You see, there might be a LOT of records in a Cassandra DB. To the point of it being quite impractical to run a full migration. Instead each ‘record’ contains its schema-version and we migrate it on read if its outdated. i.e. if we load a record into memory with schema_version that is less then the currently defined in the code we will migrate this record. If you save the record after that it will be saved with the updated version.

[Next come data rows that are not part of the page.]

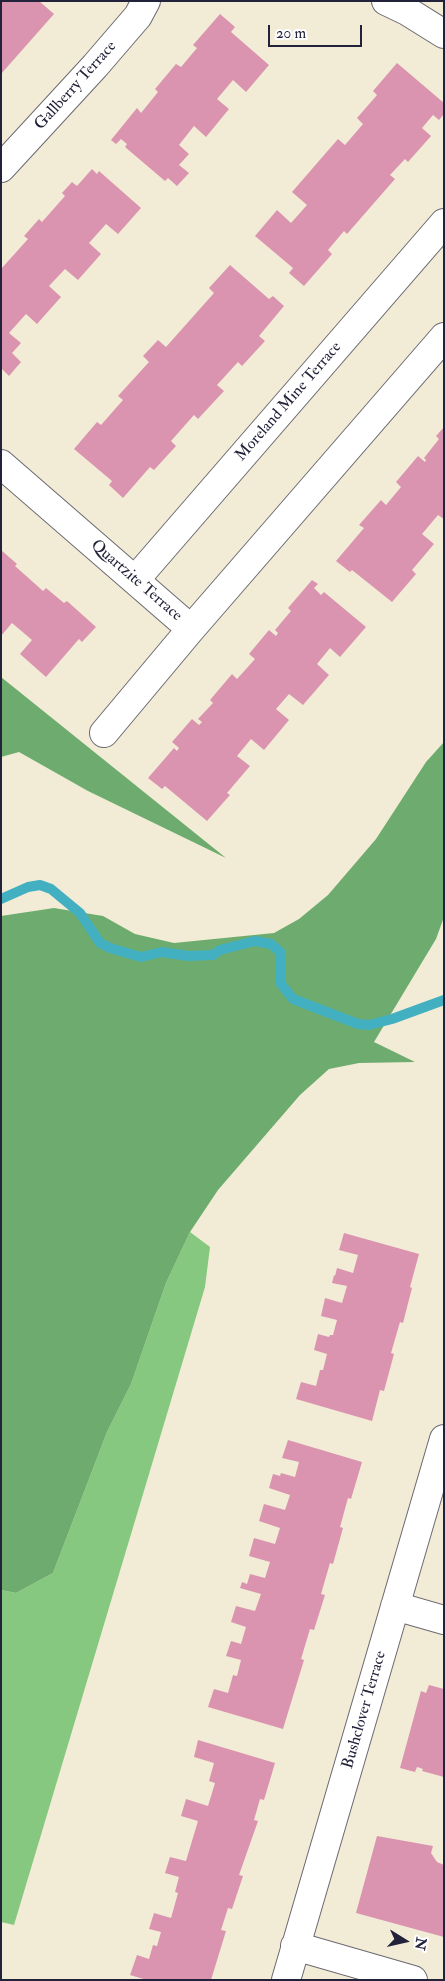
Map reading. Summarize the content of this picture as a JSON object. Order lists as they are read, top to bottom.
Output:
{
  "streets": {
    "street": [
      "Gallberry Terrace",
      "Moreland Mine Terrace",
      "Quartzite Terrace",
      "Bushclover Terrace"
    ]
  },
  "crossings": [
    ["Moreland Mine Terrace", "Quartzite Terrace"]
  ],
  "scale_bar": "20 m",
  "north": "right"
}
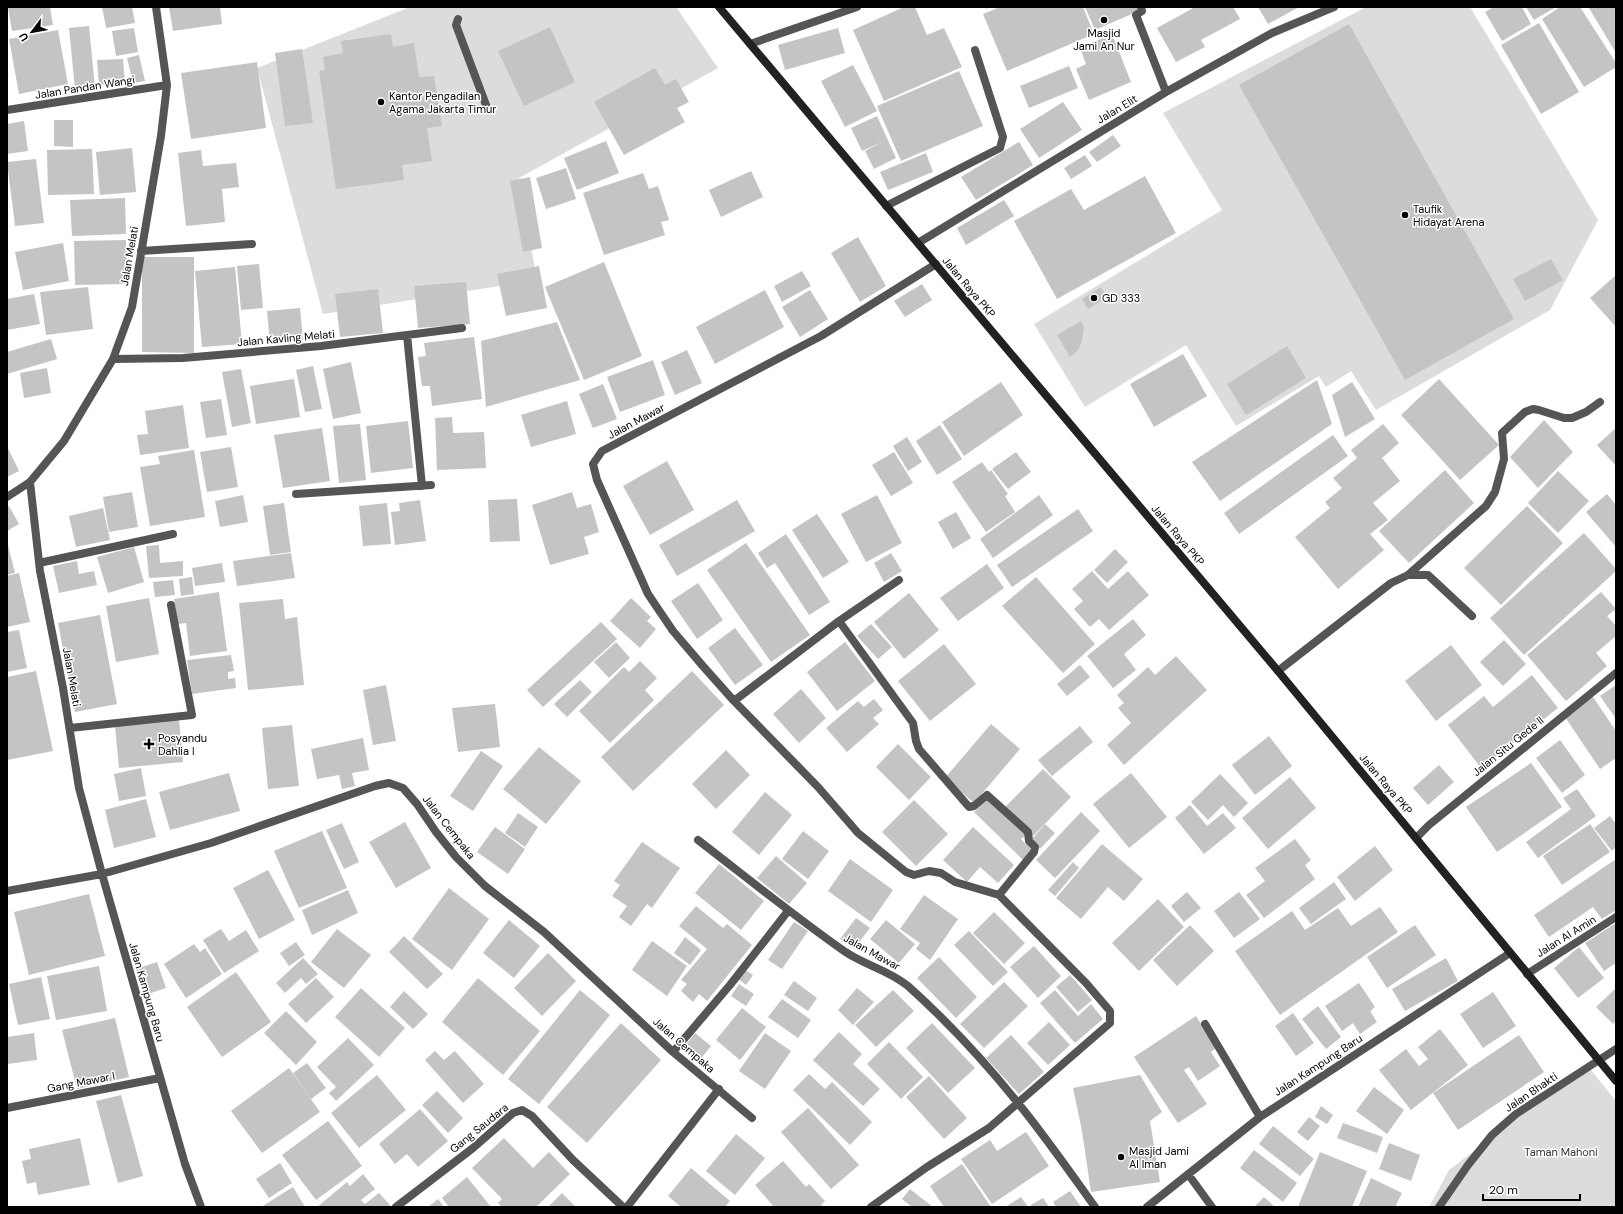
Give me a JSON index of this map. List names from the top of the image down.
{
  "streets": {
    "street": [
      "Jalan Pandan Wangi",
      "Jalan Elit",
      "Jalan Melati",
      "Jalan Raya PKP",
      "Jalan Kavling Melati",
      "Jalan Mawar",
      "Jalan Situ Gede II",
      "Jalan Cempaka",
      "Jalan Al Amin",
      "Jalan Kampung Baru",
      "Gang Mawar I",
      "Jalan Bhakti",
      "Gang Saudara"
    ]
  },
  "crossings": [
    ["Jalan Pandan Wangi", "Jalan Melati"],
    ["Jalan Elit", "Jalan Raya PKP"],
    ["Jalan Melati", "Jalan Kavling Melati"],
    ["Jalan Melati", "Jalan Cempaka"],
    ["Jalan Melati", "Jalan Kampung Baru"],
    ["Jalan Raya PKP", "Jalan Mawar"],
    ["Jalan Raya PKP", "Jalan Situ Gede II"],
    ["Jalan Raya PKP", "Jalan Al Amin"],
    ["Jalan Raya PKP", "Jalan Kampung Baru"],
    ["Jalan Raya PKP", "Jalan Bhakti"],
    ["Jalan Cempaka", "Jalan Kampung Baru"],
    ["Jalan Kampung Baru", "Gang Mawar I"]
  ],
  "parks": ["Taman Mahoni"],
  "places": {
    "other": [
      "Masjid Jami An Nur",
      "Kantor Pengadilan Agama Jakarta Timur",
      "Taufik Hidayat Arena",
      "GD 333",
      "Masjid Jami Al Iman"
    ],
    "health": ["Posyandu Dahlia I"]
  },
  "scale_bar": "20 m",
  "north": "bottom left"
}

migrations are defined using blocks:
class User
migrate 1 do |attrs|
attrs[:foo] = attrs.delete(:bar)
end
...
end
More
Read the code :)
TODO
There are a couple of things that I want to fix first:
-
The elephant in the room is the total lack of testing! Well, in the project I’m extracting this from the test coverage is quite high, so all the code was implicitly tested, but now that this is a separate project I need to add some specs.
-
There is this ugly read/write_data business. Apart from the bad naming (I still can’t think of a good one) all the supercolumns except for the ‘attributes’ are not managed. They are currently written directly into db on every change. Need to unify the ‘dirty’ handling in attributes with the rest of supercolumns. For that I think I’ll need to drop the Dirty mixin from the ActiveModel and just roll my own.
-
Documentation. This is also lacking at the moment and you will need to look at the code.
-
Need to research the possibility of merging with CassandraObject. Thought I’m not sure this is practical.